Le ministère de l’Économie a confirmé qu’une vaste opération de révision des données foncières modifiera le montant de la taxe foncière pour des millions de propriétaires dès l’an prochain. Cette mise à jour, qui concerne environ 7,4 millions de logements, vise à intégrer correctement certains critères dits « de confort », jusque-là absents ou mal renseignés dans les bases fiscales.
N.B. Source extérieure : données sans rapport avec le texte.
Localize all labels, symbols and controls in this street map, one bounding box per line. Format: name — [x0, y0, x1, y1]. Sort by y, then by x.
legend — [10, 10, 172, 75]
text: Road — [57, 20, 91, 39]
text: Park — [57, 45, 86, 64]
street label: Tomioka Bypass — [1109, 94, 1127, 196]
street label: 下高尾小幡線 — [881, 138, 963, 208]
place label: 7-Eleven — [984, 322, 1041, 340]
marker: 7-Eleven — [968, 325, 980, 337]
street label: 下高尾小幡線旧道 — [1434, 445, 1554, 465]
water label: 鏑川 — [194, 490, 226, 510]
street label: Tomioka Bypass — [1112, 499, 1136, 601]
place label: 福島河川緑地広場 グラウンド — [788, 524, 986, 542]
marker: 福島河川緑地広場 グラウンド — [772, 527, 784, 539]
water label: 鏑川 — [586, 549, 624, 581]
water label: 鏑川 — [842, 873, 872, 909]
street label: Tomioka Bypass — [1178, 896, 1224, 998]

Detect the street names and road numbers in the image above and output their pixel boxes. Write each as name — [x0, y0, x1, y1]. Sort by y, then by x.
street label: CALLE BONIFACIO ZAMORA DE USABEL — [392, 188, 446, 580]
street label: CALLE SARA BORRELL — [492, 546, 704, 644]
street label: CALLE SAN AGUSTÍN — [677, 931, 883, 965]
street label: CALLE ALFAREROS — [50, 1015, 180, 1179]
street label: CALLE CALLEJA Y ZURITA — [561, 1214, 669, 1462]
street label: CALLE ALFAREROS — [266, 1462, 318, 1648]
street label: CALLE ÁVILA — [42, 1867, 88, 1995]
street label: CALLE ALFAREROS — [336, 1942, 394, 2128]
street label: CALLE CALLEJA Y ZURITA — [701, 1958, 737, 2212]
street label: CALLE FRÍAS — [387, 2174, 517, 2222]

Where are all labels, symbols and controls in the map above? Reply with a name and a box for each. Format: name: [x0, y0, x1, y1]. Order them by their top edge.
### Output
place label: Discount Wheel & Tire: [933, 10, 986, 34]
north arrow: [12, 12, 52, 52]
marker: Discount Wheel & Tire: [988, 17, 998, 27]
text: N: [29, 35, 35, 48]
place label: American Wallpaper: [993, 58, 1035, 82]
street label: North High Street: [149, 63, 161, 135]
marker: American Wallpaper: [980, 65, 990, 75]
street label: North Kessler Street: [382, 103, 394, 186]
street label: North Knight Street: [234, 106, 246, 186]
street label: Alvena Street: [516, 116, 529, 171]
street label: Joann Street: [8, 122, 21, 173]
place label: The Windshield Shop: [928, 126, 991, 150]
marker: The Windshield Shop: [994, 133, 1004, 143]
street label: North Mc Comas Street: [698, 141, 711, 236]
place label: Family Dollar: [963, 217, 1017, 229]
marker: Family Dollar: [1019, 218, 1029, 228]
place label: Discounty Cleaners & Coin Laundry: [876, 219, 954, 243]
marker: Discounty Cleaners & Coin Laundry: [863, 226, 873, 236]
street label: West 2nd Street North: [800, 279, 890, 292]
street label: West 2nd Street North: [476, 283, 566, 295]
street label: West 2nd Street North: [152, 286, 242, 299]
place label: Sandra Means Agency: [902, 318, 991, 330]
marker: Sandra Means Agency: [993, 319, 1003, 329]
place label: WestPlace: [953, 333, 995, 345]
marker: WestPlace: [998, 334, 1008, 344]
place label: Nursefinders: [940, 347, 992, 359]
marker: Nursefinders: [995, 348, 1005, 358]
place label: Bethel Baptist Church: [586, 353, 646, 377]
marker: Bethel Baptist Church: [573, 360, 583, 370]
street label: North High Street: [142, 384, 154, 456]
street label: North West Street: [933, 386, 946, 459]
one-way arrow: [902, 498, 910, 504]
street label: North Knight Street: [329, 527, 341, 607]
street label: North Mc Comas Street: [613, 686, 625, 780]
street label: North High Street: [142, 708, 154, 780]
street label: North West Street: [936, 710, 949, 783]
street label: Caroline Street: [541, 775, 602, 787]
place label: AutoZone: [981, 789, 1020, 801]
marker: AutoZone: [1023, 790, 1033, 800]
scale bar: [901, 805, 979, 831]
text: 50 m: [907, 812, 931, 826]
L’objectif affiché par Bercy est d’améliorer l’équité du système, en ajustant l’impôt au niveau réel d’équipement des logements. La taxe foncière, acquittée par près de trente-deux millions de propriétaires, est calculée non seulement sur la surface du bien, mais aussi sur la présence d’installations considérées comme valorisantes : eau courante, électricité, WC, lavabos ou sanitaires. Ces éléments augmentent automatiquement la valeur locative cadastrale, qui sert de base au calcul de l’impôt. Lorsque ces équipements ne figurent pas dans les fichiers, le montant de la taxe peut être inférieur à ce qu’il devrait être selon l’administration.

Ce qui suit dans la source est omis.